Add HtmlToXliff, XliffToHtml, and HtmlToXliffTests projects

StephenMcConnel commented 7 years ago

Despite the name, the test project covers both programs.

This change is

JohnThomson commented 7 years ago

This is so huge it's very hard to review. A few comments but most are just ideas to consider in future projects, not worth changing this. One high-level thought: I'm reconsidering the idea of making this just a part of L10NSharp. You've created a major piece of work implementing both directions of the recommendations of the Oasis XLIFF 1.2 Representation Guide for HTML, and I would think it very useful to many people quite independent of L10NSharp. I think it deserves its own repo, and it's probably worth an effort to inform the committee responsible for the document; they might even want to refer to it as a possible or even reference implementation.

Reviewed 16 of 16 files at r1. Review status: all files reviewed at latest revision, 10 unresolved discussions.

src/HtmlToXliff/HtmlToXliffConverter.cs, line 35 at r1 (raw file):

      /// solution.  But I'd rather use a NuGet package than clutter up our repository with borrowed code.
      /// </remarks>
      public static void FixHtmlParserBug()

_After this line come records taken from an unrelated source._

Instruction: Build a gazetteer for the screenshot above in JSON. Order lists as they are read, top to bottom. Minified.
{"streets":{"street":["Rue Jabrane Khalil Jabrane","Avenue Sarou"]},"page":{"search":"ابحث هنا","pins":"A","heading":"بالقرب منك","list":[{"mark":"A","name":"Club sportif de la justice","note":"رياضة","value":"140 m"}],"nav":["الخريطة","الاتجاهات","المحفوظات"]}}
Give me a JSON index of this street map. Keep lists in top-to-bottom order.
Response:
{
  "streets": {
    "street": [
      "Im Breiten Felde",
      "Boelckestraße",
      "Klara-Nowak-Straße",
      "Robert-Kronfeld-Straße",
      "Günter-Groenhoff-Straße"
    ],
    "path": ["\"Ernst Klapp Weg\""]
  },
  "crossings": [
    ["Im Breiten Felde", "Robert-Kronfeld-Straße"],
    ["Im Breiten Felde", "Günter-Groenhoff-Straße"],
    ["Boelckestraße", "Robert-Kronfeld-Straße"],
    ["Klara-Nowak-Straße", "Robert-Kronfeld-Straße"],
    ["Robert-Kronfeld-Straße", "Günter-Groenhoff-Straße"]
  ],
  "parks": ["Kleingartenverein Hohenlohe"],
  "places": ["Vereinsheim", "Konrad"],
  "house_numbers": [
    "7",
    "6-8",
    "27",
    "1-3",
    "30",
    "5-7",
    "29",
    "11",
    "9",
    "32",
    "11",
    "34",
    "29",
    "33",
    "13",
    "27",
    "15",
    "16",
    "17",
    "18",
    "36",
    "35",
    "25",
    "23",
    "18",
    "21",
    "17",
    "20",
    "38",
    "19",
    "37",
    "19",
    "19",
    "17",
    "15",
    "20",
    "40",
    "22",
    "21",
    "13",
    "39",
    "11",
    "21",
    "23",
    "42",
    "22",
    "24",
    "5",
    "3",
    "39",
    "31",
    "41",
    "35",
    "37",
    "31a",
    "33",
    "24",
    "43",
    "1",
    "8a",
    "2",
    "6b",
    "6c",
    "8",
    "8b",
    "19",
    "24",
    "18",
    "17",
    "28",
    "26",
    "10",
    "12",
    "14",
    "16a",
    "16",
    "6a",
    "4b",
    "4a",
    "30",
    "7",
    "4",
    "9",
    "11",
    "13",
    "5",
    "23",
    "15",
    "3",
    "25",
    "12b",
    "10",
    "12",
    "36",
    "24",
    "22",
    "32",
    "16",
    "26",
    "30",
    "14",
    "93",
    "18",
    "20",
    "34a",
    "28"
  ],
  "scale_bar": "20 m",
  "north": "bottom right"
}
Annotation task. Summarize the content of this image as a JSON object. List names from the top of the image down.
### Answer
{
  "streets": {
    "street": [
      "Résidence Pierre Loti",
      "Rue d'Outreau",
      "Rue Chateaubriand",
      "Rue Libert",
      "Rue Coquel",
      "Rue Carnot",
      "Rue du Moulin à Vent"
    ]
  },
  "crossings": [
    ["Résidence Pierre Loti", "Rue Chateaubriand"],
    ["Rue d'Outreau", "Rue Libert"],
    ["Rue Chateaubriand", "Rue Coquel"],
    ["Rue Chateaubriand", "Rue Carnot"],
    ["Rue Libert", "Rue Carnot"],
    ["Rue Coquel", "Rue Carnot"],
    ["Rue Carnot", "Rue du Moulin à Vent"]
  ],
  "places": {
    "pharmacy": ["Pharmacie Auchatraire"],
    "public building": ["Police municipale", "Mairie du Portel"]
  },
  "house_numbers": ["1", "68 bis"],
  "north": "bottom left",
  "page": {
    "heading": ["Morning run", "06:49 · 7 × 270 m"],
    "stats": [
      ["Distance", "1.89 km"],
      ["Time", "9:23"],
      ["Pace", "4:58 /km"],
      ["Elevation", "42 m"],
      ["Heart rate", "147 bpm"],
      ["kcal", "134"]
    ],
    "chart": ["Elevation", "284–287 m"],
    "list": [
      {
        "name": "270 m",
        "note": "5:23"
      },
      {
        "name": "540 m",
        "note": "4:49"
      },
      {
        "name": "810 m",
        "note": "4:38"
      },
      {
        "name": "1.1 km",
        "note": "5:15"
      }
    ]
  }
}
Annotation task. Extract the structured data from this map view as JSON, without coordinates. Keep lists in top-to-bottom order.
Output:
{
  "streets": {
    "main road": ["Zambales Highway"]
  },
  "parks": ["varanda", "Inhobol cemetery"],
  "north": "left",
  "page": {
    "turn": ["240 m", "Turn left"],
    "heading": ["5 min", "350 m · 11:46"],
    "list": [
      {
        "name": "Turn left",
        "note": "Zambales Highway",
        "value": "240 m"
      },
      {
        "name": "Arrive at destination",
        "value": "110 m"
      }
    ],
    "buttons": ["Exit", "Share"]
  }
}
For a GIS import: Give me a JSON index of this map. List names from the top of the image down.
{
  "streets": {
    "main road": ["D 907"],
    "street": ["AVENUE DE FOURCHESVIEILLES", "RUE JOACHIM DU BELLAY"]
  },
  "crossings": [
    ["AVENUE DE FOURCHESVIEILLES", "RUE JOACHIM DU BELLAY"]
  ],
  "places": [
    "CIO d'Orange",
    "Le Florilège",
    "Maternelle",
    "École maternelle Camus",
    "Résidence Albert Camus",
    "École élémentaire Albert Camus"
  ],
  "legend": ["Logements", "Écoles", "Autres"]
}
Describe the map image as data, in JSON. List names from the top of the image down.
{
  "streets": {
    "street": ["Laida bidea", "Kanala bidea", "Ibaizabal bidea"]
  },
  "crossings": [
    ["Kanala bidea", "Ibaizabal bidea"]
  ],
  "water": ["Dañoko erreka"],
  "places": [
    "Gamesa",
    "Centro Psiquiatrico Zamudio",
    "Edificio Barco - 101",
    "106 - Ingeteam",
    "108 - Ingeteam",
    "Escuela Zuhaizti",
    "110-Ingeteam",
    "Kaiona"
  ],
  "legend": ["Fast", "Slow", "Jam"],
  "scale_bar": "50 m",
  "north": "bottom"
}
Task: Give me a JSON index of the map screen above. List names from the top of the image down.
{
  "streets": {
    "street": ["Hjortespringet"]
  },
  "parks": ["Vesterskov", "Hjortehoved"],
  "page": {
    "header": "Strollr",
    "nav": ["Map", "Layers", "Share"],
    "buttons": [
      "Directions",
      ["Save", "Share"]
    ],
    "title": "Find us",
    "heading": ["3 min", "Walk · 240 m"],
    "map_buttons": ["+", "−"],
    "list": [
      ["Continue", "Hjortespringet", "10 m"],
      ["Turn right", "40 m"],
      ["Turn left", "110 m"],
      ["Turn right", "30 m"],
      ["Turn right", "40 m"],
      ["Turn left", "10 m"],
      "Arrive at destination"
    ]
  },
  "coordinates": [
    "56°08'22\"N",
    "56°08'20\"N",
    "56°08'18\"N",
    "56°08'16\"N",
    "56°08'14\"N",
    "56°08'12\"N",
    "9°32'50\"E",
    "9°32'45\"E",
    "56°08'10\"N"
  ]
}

Could this just be static HtmlToXLiffConverter()? in which case it is called before anything is done with the class. But maybe not guaranteed to happen before anything is done with HtmlDocuments?

src/HtmlToXliff/HtmlToXliffConverter.cs, line 85 at r1 (raw file):

              return _xliffDoc;
          }
          var group1 = _xliffDoc.CreateElement("group");

Maybe 'groupForHtml'? and then groupForHead and groupForBody, etc?

src/HtmlToXliff/HtmlToXliffConverter.cs, line 107 at r1 (raw file):

      }

      private void ProcessHtmlElement(XmlElement parentXliffElement, HtmlNode htmlElement)

It's really a parentHtmlElement, too, isn't it? That is, it's the html that corresponds to parentXliffElement, and now we're going to generate children for parentXliffElement from the children of htmlElement?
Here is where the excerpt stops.